The Nano Era represents a mature fusion and nanotechnology-based culture.  Much like the mid industrial Steel Era, this period was not one of great technical innovation, but of the refinement and spread of existing technologies until they dominated and transformed daily life.


Improvements in nanotechnological manipulation and manufacturing continued during the Nano Era.  Nano-embedded composite materials added new flexibility and strength to structures, allowing more morphable and expandable buildings and vehicles.  However, self-assembly and autonomous construction remained impractical.

Improved superconducting composites could operate at temperatures up to 350K, allowing "naked" applications that resulted in more efficient power and computing devices.

Nanofabrication units decreased in size from large factory installations to room-sized facilities as small as fifty cubic meters, allowing nearly all manufacturing processes to convert to nanoassembly and enabling small-unit and specialty fabrication services.

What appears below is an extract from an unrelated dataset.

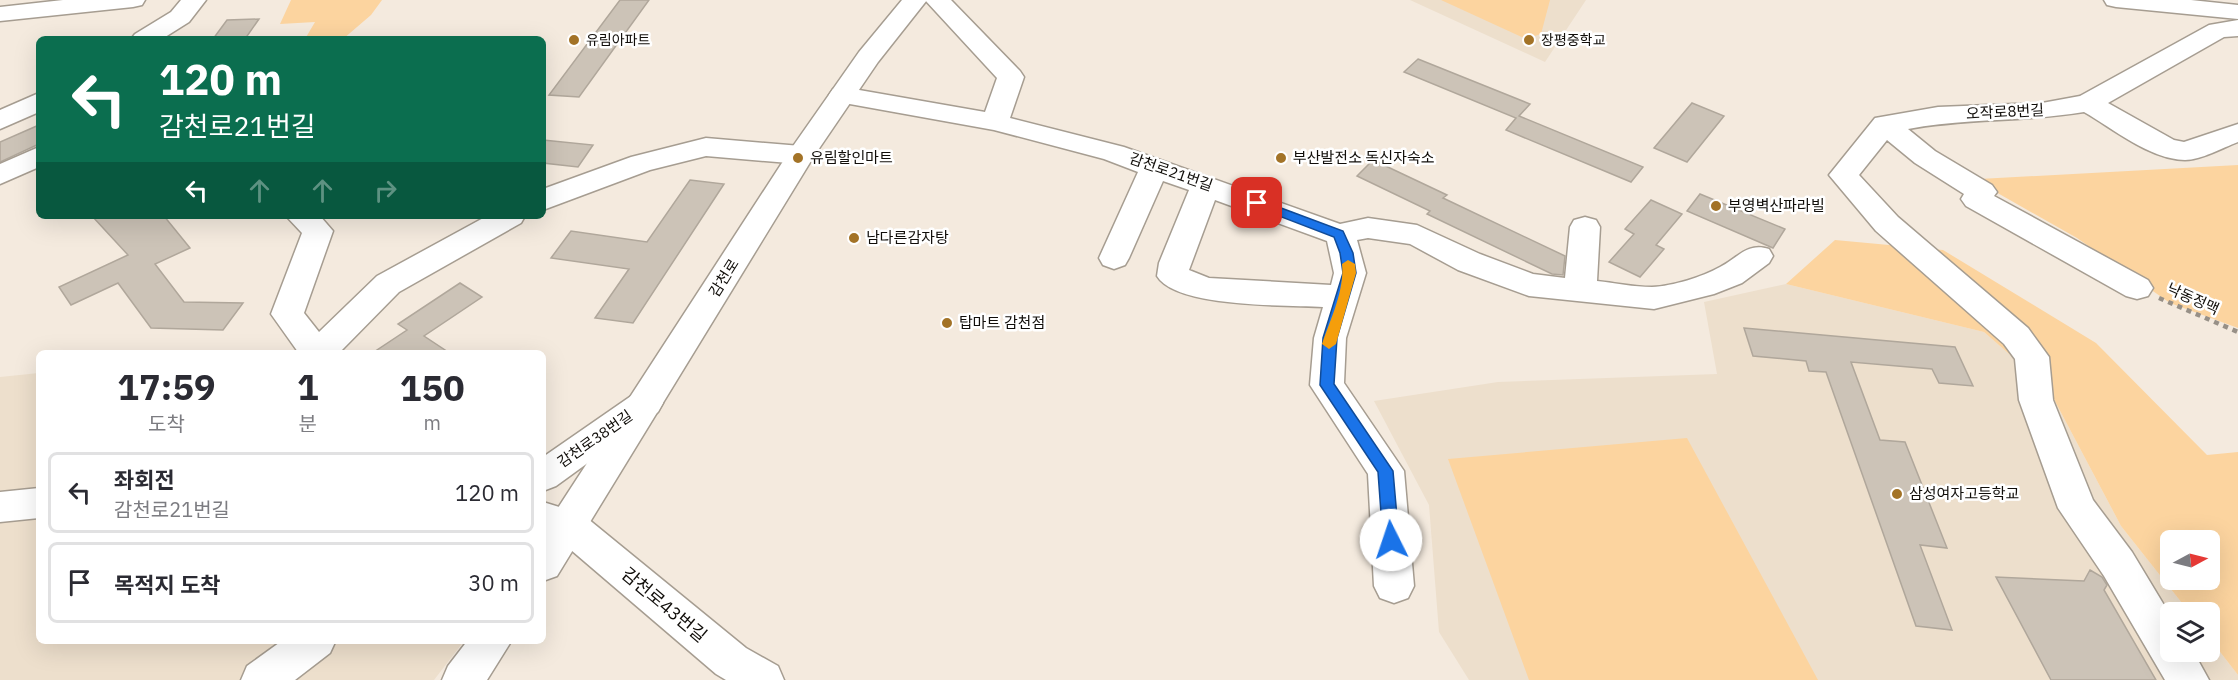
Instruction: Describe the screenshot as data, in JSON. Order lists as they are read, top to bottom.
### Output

Protium fusion became the dominate energy source during the period.  Highly efficient fusion reactors limited waste heat and scaled down to twenty tons in mass, making them suitable for a variety of large vehicular applications.  These more portable fusion reactors often utilized meta-stabilized metallic hydrogen (MSMH) as a dense, stable form of fuel, requiring some energy to create, but providing many storage advantages over pressured, liquefied or hydrated storage hydrogen storage methods.  True (non-CNO enabled) protium reactions became feasible, but only for large fusion installations.

For applications where local or direct connected fusion power was impractical, energy Absorption and Storage Panels (ASP) stores became a universal source of power.


Ground transport evolved little during the period, with morphable ASP-powered ground cars and trucks providing automated, high speed transport.  Maglev trains traveling just below the speed of sound still crossed continental distances.

Sea transport for all but personal watercraft was revolutionized by the development of smaller fusion plants.  Using water as a source of fusion fuel, seagoing vehicles of over one hundred tons displacement could propel their nearly frictionless hulls across oceans indefinitely at speeds approaching three hundred kilometers per hour.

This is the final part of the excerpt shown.